After being sent to LA in 2015 in the now infamous Hector Olivera trade, Alex Wood broke out in 2017. He was among the best pitchers in baseball, posting a 16-3 record with a 2.72 ERA and 8.9 K/9. Wood had some impressive feats that season. He notched a 1.27 ERA and 41 Ks in May and started the season with a 10-0 record along with 28 straight scoreless innings from mid-May to mid-June.
He was shaky in the NLCS but pitched well in the World Series, so he has some valuable postseason innings under his belt. 2018 was not as kind to him. He still pitched well, throwing one less inning and posting a 9-7 record with a 3.68 ERA before being moved to the pen and traded to the Reds. Injuries plagued his time in Cincy, but I think 2017 Alex Wood is still in there somewhere, and he’s a hometown kid that may benefit from a return.
With Dallas Keuchel having one foot out the door, Max Fried is the last lefty in Atlanta’s rotation as it stands. There is a quality foundation, but the Braves will need to add a middle of the rotation guy, and Wood has proven to have a top of the rotation ceiling. Alex Anthopoulos is familiar with Wood from his time in LA, and Wood is obviously familiar with the Braves.

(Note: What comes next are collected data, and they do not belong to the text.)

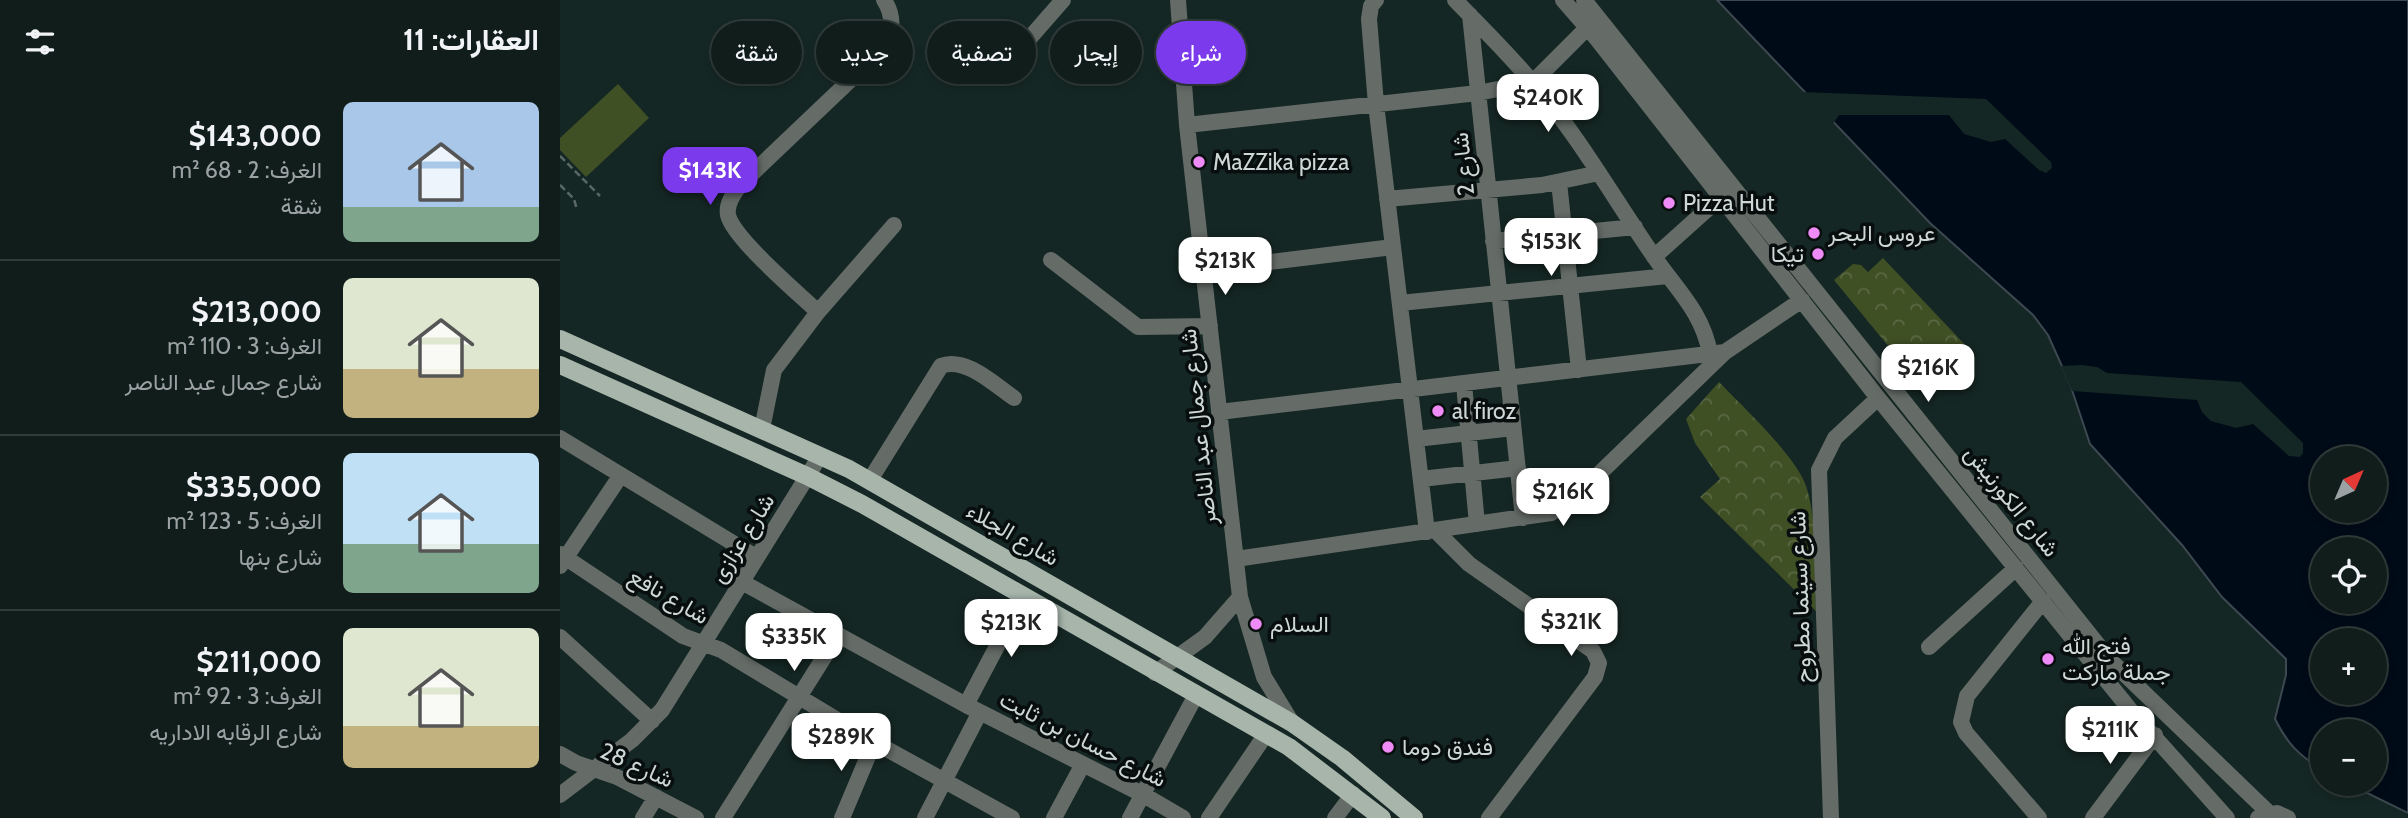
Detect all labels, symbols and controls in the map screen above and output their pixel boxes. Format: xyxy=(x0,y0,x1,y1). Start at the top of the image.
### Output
text: العقارات: 11 xyxy=(403,21,539,58)
chip: شقة xyxy=(711,21,802,84)
chip: جديد xyxy=(816,21,913,84)
chip: تصفية xyxy=(927,21,1036,84)
chip: إيجار xyxy=(1050,21,1142,84)
chip: شراء xyxy=(1156,21,1246,84)
icon: filters xyxy=(21,23,59,61)
pin: $240K xyxy=(1499,74,1597,134)
text: $240K xyxy=(1513,83,1583,111)
text: $143,000 xyxy=(188,117,322,154)
icon: home xyxy=(399,130,483,214)
street label: شارع 2 xyxy=(1446,131,1482,197)
pin: $143K xyxy=(661,148,759,207)
place label: MaZZika pizza xyxy=(1213,148,1349,176)
marker: MaZZika pizza xyxy=(1191,154,1207,170)
text: الغرف: 2 · 68 m² xyxy=(172,156,322,184)
text: $143K xyxy=(679,156,741,184)
place label: Pizza Hut xyxy=(1683,189,1775,217)
text: شقة xyxy=(280,192,322,220)
marker: Pizza Hut xyxy=(1661,195,1677,211)
pin: $153K xyxy=(1502,218,1600,278)
place label: عروس البحر xyxy=(1827,219,1936,248)
marker: عروس البحر xyxy=(1806,225,1822,241)
text: $153K xyxy=(1521,227,1582,255)
pin: $213K xyxy=(1176,238,1274,297)
place label: تيكا xyxy=(1771,240,1804,268)
text: $213K xyxy=(1195,246,1255,274)
marker: تيكا xyxy=(1810,246,1826,262)
text: $213,000 xyxy=(191,293,322,330)
icon: home xyxy=(399,306,483,390)
street label: شارع جمال عبد الناصر xyxy=(1174,327,1224,527)
text: الغرف: 3 · 110 m² xyxy=(167,332,322,360)
pin: $216K xyxy=(1879,344,1977,404)
text: $216K xyxy=(1897,353,1959,381)
text: شارع جمال عبد الناصر xyxy=(125,368,322,396)
place label: al firoz xyxy=(1452,397,1517,425)
marker: al firoz xyxy=(1430,403,1446,419)
street label: شارع الكورنيش xyxy=(1957,440,2065,564)
north arrow xyxy=(2310,446,2387,523)
map controls xyxy=(2310,446,2387,796)
text: $335,000 xyxy=(186,468,322,505)
pin: $216K xyxy=(1514,468,1612,528)
text: $216K xyxy=(1532,477,1594,505)
icon: home xyxy=(399,481,483,565)
street label: شارع عزازى xyxy=(704,488,782,589)
street label: شارع الجلاء xyxy=(961,496,1064,573)
text: الغرف: 5 · 123 m² xyxy=(166,507,322,535)
street label: شارع سينما مطروح xyxy=(1783,511,1819,683)
button: locate xyxy=(2310,537,2387,614)
text: شارع بنها xyxy=(239,543,322,571)
street label: شارع نافع xyxy=(623,562,714,632)
pin: $321K xyxy=(1522,598,1620,658)
pin: $213K xyxy=(962,600,1060,659)
text: $321K xyxy=(1541,607,1601,635)
text: $213K xyxy=(981,608,1041,636)
place label: السلام xyxy=(1270,610,1329,639)
pin: $335K xyxy=(745,614,843,673)
marker: السلام xyxy=(1248,616,1264,632)
text: $335K xyxy=(762,622,826,650)
button: + xyxy=(2310,628,2387,705)
place label: فتح الله جملة ماركت xyxy=(2062,632,2171,687)
text: $211,000 xyxy=(196,643,322,680)
marker: فتح الله جملة ماركت xyxy=(2040,651,2056,667)
icon: home xyxy=(399,656,483,740)
text: الغرف: 3 · 92 m² xyxy=(173,682,322,710)
street label: شارع حسان بن ثابت xyxy=(994,685,1171,795)
pin: $211K xyxy=(2061,706,2159,766)
pin: $289K xyxy=(792,714,890,773)
text: $211K xyxy=(2082,715,2138,743)
text: شارع الرقابه الاداريه xyxy=(149,718,322,746)
button: − xyxy=(2310,719,2387,796)
text: $289K xyxy=(808,722,874,750)
place label: فندق دوما xyxy=(1402,733,1493,761)
street label: شارع 28 xyxy=(595,736,678,795)
marker: فندق دوما xyxy=(1380,739,1396,755)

The UGA standout will likely be thrilled to exit the Great American SmallPark after seven horrid starts there in 2019, and the Reds neglected to hand him a qualifying offer. He slots pretty nicely into Julio Teheran’s spot, should cost a similar amount, while possessing a little more upside.
The Wood trade was one of the only substantial blunders John Copollela’s regime made, and bringing him back makes too much sense. His consistency when healthy, combined with the Braves depth if he isn’t, makes the risk even smaller. His potential when he’s at his best, combined with Atlanta’s payroll, makes buying low a risk worth taking.
Wood is coming off of a $6 million deal with LA and $9.65 million contract with the Reds. It’s pretty safe to say Wood wasn’t worth that in 2019, but he still possesses some value in terms of past performance and potential. After a forgetful 2019, Wood might be a candidate for a one-year, “prove it” deal, which would be much less than the $17.8 million qualifying offer the Reds did not offer.
On a one year deal, I like $10 million for Wood, slightly less than what the Braves would have paid Julio Teheran had they picked up his 2020 option. For multiple years, I wouldn’t be opposed to two years and $16 million. Wood’s had success out of the pen. If he needs to be moved there, he still retains some of his value. Coming off of injury, he’s one of the better lower-cost options for the Braves, who might not be able to afford any of the top dogs in this free-agent class. 2017 Alex Wood, paired with Max Fried, creates one of the most intimidating lefty combinations in baseball. 2018 Alex Wood is still a solid starter that can throw over 150 innings with a sub-four ERA.